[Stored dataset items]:
* * *

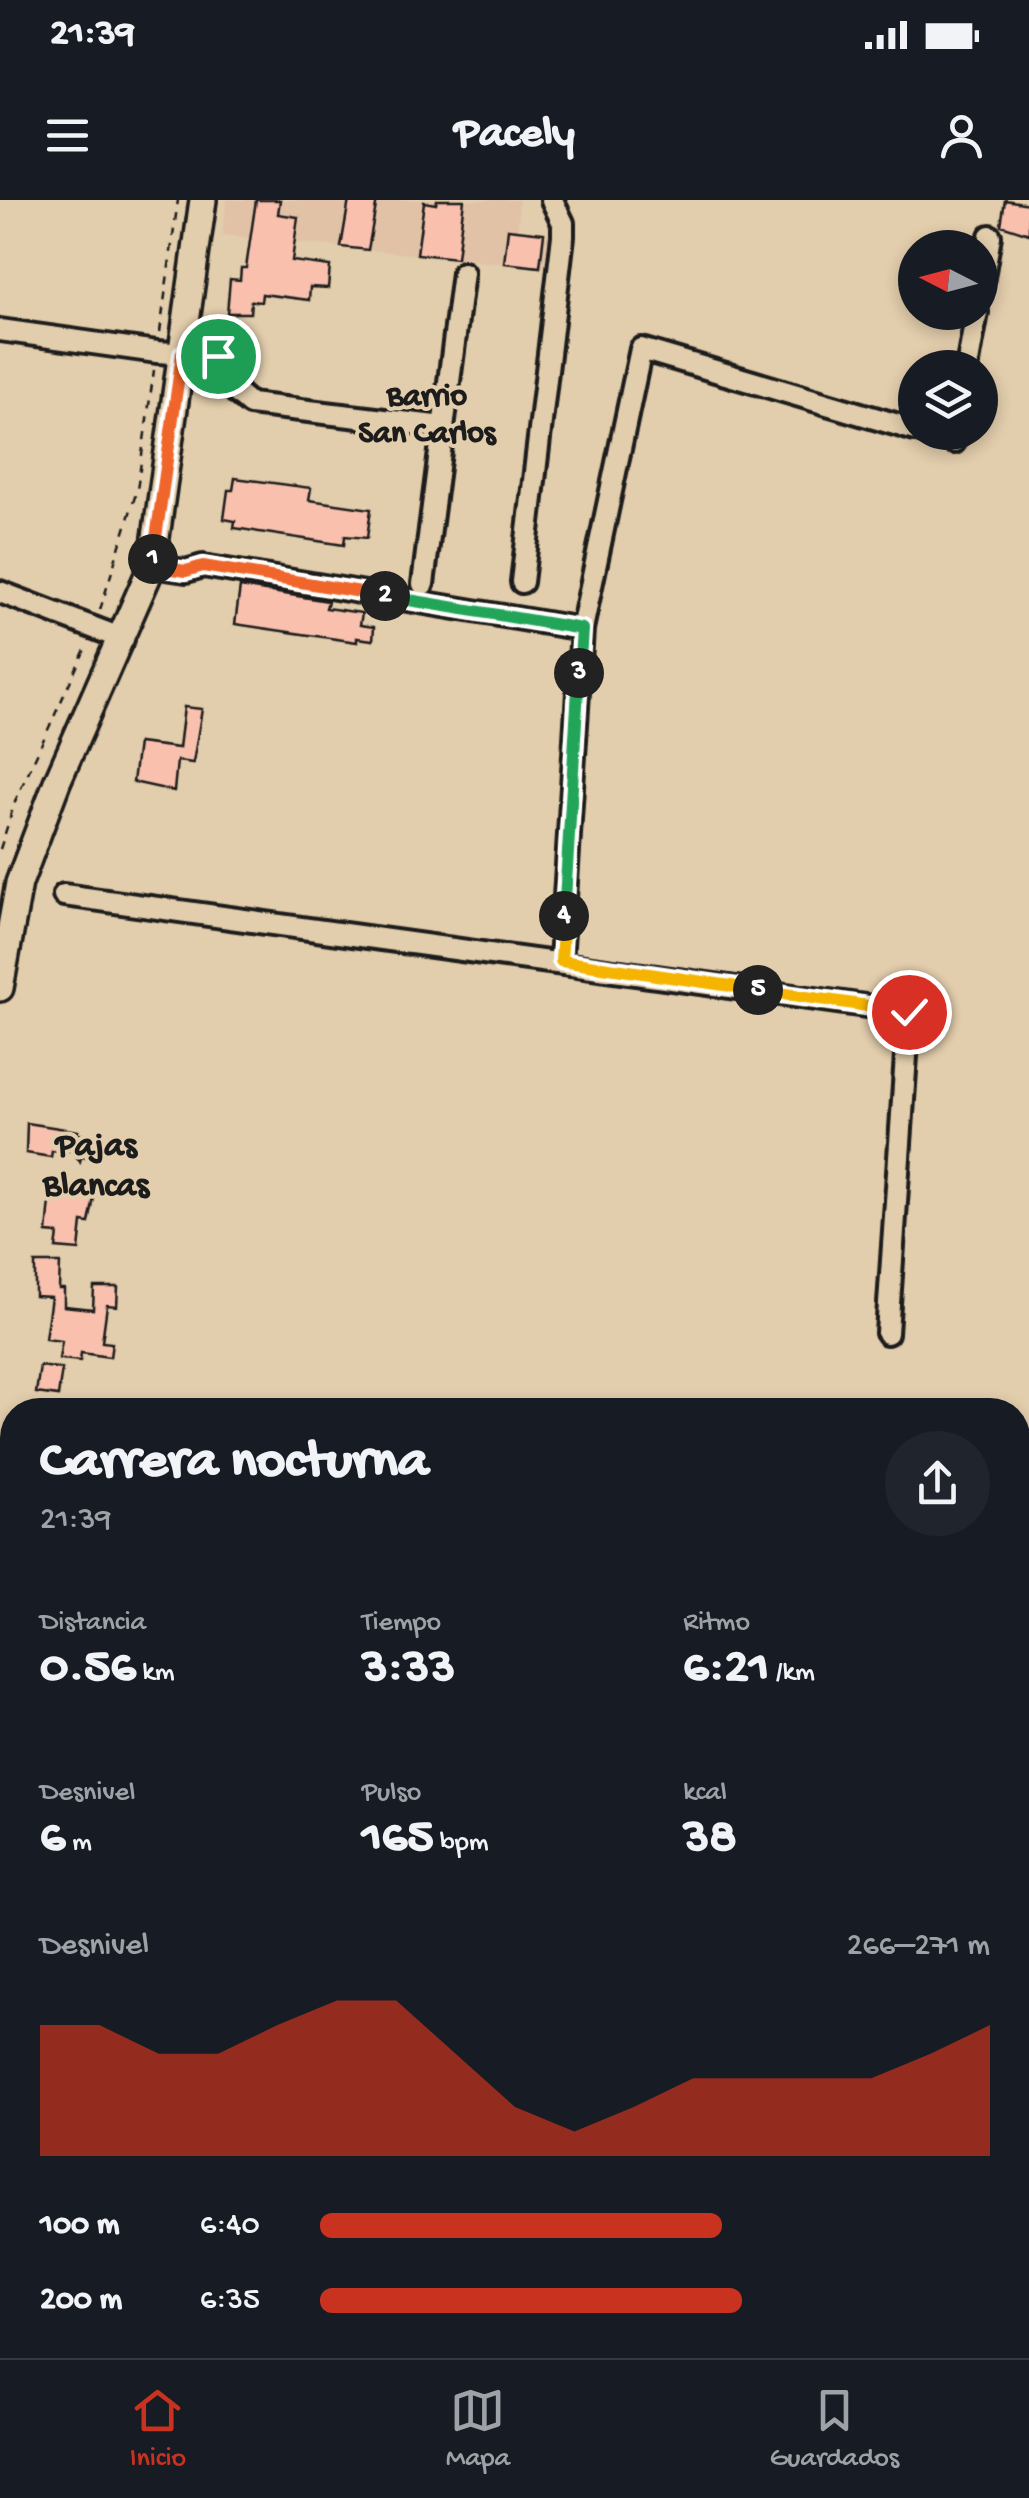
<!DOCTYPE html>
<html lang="es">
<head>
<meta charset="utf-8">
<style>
  body { margin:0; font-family:"Gochi Hand",sans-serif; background:#20242c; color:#f1f3f6; height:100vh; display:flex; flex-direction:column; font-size:38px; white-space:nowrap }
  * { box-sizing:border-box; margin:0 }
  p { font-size:32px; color:#9ea1a6 }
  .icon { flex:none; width:55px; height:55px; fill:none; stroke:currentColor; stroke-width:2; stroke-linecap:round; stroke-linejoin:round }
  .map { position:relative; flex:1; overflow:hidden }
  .side { position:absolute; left:0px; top:1198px; width:1030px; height:962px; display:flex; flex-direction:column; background:#171b24; border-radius:40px 40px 0 0; box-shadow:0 5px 15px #0003 }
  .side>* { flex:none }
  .needle { width:65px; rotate:276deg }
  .fabs { position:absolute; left:898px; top:30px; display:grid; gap:20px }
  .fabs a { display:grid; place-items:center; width:100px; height:100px; border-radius:50%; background:#171b24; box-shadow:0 5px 15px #0003; font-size:50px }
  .pin { position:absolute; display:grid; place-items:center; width:85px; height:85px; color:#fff; margin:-42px; border:5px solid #fff; border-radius:50%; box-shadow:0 2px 10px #0007 }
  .km { position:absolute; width:50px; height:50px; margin:-25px; border-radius:50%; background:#222; color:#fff; font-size:28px; line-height:50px; text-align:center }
  .round { display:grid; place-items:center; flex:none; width:105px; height:105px; border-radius:52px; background:#20242c }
  .summary { display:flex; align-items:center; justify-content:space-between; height:170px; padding:0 40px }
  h1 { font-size:55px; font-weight:800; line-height:75px }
  .metrics { display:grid; grid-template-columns:repeat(3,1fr); gap:15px; height:170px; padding:10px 40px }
  .metrics div { display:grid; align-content:center }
  .metrics b { font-size:50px; font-weight:800 }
  .metrics small { font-size:28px; font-weight:400 }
  .metrics p { font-size:28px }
  .chart { height:280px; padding:20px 40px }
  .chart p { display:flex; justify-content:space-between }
  .chart svg { width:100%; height:180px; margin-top:10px; fill:#c8321e; opacity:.7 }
  ul { padding:0 40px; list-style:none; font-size:32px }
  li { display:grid; grid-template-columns:160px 120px 1fr; align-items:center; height:75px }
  li i { height:25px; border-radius:12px; background:#c8321e }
  .status { display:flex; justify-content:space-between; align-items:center; height:70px; padding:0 50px; background:#171b24; direction:ltr }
  .status svg { height:28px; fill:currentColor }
  header { display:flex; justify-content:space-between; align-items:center; height:130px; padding:0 40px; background:#171b24; font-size:45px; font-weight:800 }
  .tab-bar { display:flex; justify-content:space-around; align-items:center; height:140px; border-top:2px solid #363941; background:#171b24; font-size:28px; color:#9ea1a6 }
  .tab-bar a { display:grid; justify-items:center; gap:5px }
  .tab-bar .selected { color:#c8321e }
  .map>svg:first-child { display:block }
  .built { fill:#e1c2a7 }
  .building { fill:#f9c0ae; stroke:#1c1c1c; stroke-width:2.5 }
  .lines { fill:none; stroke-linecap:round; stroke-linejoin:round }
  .minor-casing { stroke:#1c1c1c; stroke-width:28 }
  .major-casing { stroke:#1c1c1c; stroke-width:32 }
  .path { stroke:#1c1c1c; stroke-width:2.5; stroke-dasharray:8 8; stroke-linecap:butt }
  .minor { stroke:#e2cdac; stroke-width:20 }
  .major { stroke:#e2cdac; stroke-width:25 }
  .split-1-casing { stroke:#fff; stroke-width:20 }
  .split-2-casing { stroke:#fff; stroke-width:20 }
  .split-3-casing { stroke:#fff; stroke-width:20 }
  .split-4-casing { stroke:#fff; stroke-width:20 }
  .split-5-casing { stroke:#fff; stroke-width:20 }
  .split-6-casing { stroke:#fff; stroke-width:20 }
  .split-1 { stroke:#f0652b; stroke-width:12 }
  .split-2 { stroke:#f0652b; stroke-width:12 }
  .split-3 { stroke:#22a559; stroke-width:12 }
  .split-4 { stroke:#22a559; stroke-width:12 }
  .split-5 { stroke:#f5b400; stroke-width:12 }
  .split-6 { stroke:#f5b400; stroke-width:12 }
  .labels { text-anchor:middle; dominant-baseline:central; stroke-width:8; stroke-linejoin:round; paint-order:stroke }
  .neighbourhood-label { font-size:32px; font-weight:bold; fill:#1c1c1c; stroke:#e2cdac }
  .quarter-label { font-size:35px; font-weight:bold; fill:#1c1c1c; stroke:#e2cdac }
</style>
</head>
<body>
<div class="status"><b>21:39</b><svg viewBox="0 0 49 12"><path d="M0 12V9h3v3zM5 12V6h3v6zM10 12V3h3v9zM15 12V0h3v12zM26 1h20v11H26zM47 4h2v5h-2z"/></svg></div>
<header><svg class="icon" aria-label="menu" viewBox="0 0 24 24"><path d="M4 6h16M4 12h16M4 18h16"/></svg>Pacely<svg class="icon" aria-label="person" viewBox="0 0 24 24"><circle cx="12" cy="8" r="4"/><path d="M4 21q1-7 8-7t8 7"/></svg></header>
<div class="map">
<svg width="1029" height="2158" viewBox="0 0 1029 2158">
  <rect width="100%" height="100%" fill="#e2cdac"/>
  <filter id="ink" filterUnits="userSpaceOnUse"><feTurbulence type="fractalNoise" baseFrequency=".01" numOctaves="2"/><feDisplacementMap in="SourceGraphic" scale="20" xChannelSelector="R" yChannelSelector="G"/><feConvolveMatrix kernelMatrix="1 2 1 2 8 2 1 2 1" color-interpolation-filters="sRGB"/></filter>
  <g filter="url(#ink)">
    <path class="built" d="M227,0H519L518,30L553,34L549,68L222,35Z"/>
    <path class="building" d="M256,0H280L278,14L298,17L292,61L330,66L328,88L310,87L309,100L262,94L261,102L251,101L250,113H227L230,79L240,80L241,68H246Z
      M349,0H377L368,50L341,47Z
      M437,0H464L457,58L417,54L424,2L436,4Z
      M1005,0L1029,4V34L1001,25Z
      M508,29L544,33L540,67L504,63Z
      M235,278L311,288L309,300L371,309L367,338L345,336L344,345L234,328L235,321L224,319L228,290H233Z
      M240,387L328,401L326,408L362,413L360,425L374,427L373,440L357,438V442L235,424Z
      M184,507L202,509L193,563L177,561L174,591L133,582L138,543L179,548Z
      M27,923L78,931L77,934L84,935V940L95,942L93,958L81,957L80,962L72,949L63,953L52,951L51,957L26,953Z
      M51,990L95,993L89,1023L82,1022L79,1050L56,1048L58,1034L47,1033Z
      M35,1063H60L59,1089H64V1106L93,1109L94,1087H118L117,1106L107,1105L102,1142L112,1143L110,1157L81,1153L80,1161L59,1159L62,1141L45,1139L51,1097L35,1096Z
      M40,1166L62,1169L58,1196L36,1193Z"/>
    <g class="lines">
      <defs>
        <path id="minor" d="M980,95L990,36
          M0,130L157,152L219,156L230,162L236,192L250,204L443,227
          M967,168L977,112
          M923,232L954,242L956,232
          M152,366L186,371L203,366L582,429
          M522,382L563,36V23L552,0
          M423,384L463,73
          M0,392L123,439
          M64,695L909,812L887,1133
          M561,761L582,429L641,149L915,230
          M0,1273L12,1275
          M1018,1436L1029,1438
          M0,1505L12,1507
          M1018,1845H1029
          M1018,1947L1029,1951
          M948,2148L994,2158
          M859,2158L862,2148"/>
        <path id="major" d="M0,788L19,683L57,582L152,366L203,0"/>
      </defs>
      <use href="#minor" class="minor-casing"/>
      <use href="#major" class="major-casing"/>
      <path class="path" d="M160,132L178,0
        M100,410L137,290L154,170
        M0,649L16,599L87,445
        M0,2004L12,1849"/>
      <use href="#minor" class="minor"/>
      <use href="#major" class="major"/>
    </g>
  </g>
  <g class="lines" filter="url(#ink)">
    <defs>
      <path id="split-1" d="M153,359L182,154L218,156"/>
      <path id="split-2" d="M153,359L152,366L186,371L203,366L385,396"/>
      <path id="split-3" d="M385,396L582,429L579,473"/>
      <path id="split-4" d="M564,716L579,473"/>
      <path id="split-5" d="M564,716L561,761L758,790"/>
      <path id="split-6" d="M758,790L909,812"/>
    </defs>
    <use href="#split-1" class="split-1-casing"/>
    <use href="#split-2" class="split-2-casing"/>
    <use href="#split-3" class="split-3-casing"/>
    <use href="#split-4" class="split-4-casing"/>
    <use href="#split-5" class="split-5-casing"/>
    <use href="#split-6" class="split-6-casing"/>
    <use href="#split-1" class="split-1"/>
    <use href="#split-2" class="split-2"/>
    <use href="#split-3" class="split-3"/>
    <use href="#split-4" class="split-4"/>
    <use href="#split-5" class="split-5"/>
    <use href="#split-6" class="split-6"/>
  </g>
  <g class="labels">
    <g class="neighbourhood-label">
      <text x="427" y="198">Barrio<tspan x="427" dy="37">San Carlos</tspan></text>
    </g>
    <g class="quarter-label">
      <text x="96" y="947">Pajas<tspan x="96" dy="40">Blancas</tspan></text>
    </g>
  </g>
</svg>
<div class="fabs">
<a><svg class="needle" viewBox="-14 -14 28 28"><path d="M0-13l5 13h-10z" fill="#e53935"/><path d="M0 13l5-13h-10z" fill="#9ea1a6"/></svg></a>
<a><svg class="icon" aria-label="layers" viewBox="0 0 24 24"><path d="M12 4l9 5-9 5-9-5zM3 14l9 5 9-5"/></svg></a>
</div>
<div class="pin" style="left:218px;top:156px;background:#1e9e55"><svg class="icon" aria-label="arrive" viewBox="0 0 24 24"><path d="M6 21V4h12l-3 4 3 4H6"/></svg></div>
<div class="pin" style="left:909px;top:812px;background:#d93025"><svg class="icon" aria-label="check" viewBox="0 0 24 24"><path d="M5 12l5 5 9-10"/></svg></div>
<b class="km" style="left:153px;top:359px">1</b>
<b class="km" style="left:385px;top:396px">2</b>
<b class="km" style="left:579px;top:473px">3</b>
<b class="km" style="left:564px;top:716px">4</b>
<b class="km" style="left:758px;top:790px">5</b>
<section class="side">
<div class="summary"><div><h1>Carrera nocturna</h1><p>21:39</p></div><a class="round"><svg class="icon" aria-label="share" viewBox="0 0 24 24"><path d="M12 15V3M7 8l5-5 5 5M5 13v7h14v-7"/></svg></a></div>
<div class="metrics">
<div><p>Distancia</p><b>0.56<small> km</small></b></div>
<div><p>Tiempo</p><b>3:33</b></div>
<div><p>Ritmo</p><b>6:21<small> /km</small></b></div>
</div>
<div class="metrics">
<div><p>Desnivel</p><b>6<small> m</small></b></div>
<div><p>Pulso</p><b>165<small> bpm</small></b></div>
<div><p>kcal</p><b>38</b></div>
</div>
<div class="chart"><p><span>Desnivel</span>266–271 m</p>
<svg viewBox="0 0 160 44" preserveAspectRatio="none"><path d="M0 44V12L10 12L20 19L30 19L40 12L50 6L60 6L70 19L80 32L90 38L100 32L110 25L120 25L130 25L140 25L150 19L160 12V44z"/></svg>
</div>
<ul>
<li><b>100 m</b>6:40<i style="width:60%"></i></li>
<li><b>200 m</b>6:35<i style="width:63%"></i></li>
</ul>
</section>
</div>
<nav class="tab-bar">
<a class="selected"><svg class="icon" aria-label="home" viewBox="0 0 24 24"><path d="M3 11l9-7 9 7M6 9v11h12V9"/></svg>Inicio</a>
<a><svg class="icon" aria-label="map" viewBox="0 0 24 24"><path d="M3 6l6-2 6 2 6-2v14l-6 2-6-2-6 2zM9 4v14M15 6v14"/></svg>Mapa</a>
<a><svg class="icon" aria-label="saved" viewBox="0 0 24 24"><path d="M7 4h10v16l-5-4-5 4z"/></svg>Guardados</a>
</nav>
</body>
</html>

* * *

[Activity]:
What is needed is an exact copy of the lines above, from the one containing "display:flex; justify-content:space-around; align-items:center;" through the one containing "stroke:#1c1c1c; stroke-width:2.5; stroke-dasharray:8", with nothing added.

[Exercise response]:
  .tab-bar { display:flex; justify-content:space-around; align-items:center; height:140px; border-top:2px solid #363941; background:#171b24; font-size:28px; color:#9ea1a6 }
  .tab-bar a { display:grid; justify-items:center; gap:5px }
  .tab-bar .selected { color:#c8321e }
  .map>svg:first-child { display:block }
  .built { fill:#e1c2a7 }
  .building { fill:#f9c0ae; stroke:#1c1c1c; stroke-width:2.5 }
  .lines { fill:none; stroke-linecap:round; stroke-linejoin:round }
  .minor-casing { stroke:#1c1c1c; stroke-width:28 }
  .major-casing { stroke:#1c1c1c; stroke-width:32 }
  .path { stroke:#1c1c1c; stroke-width:2.5; stroke-dasharray:8 8; stroke-linecap:butt }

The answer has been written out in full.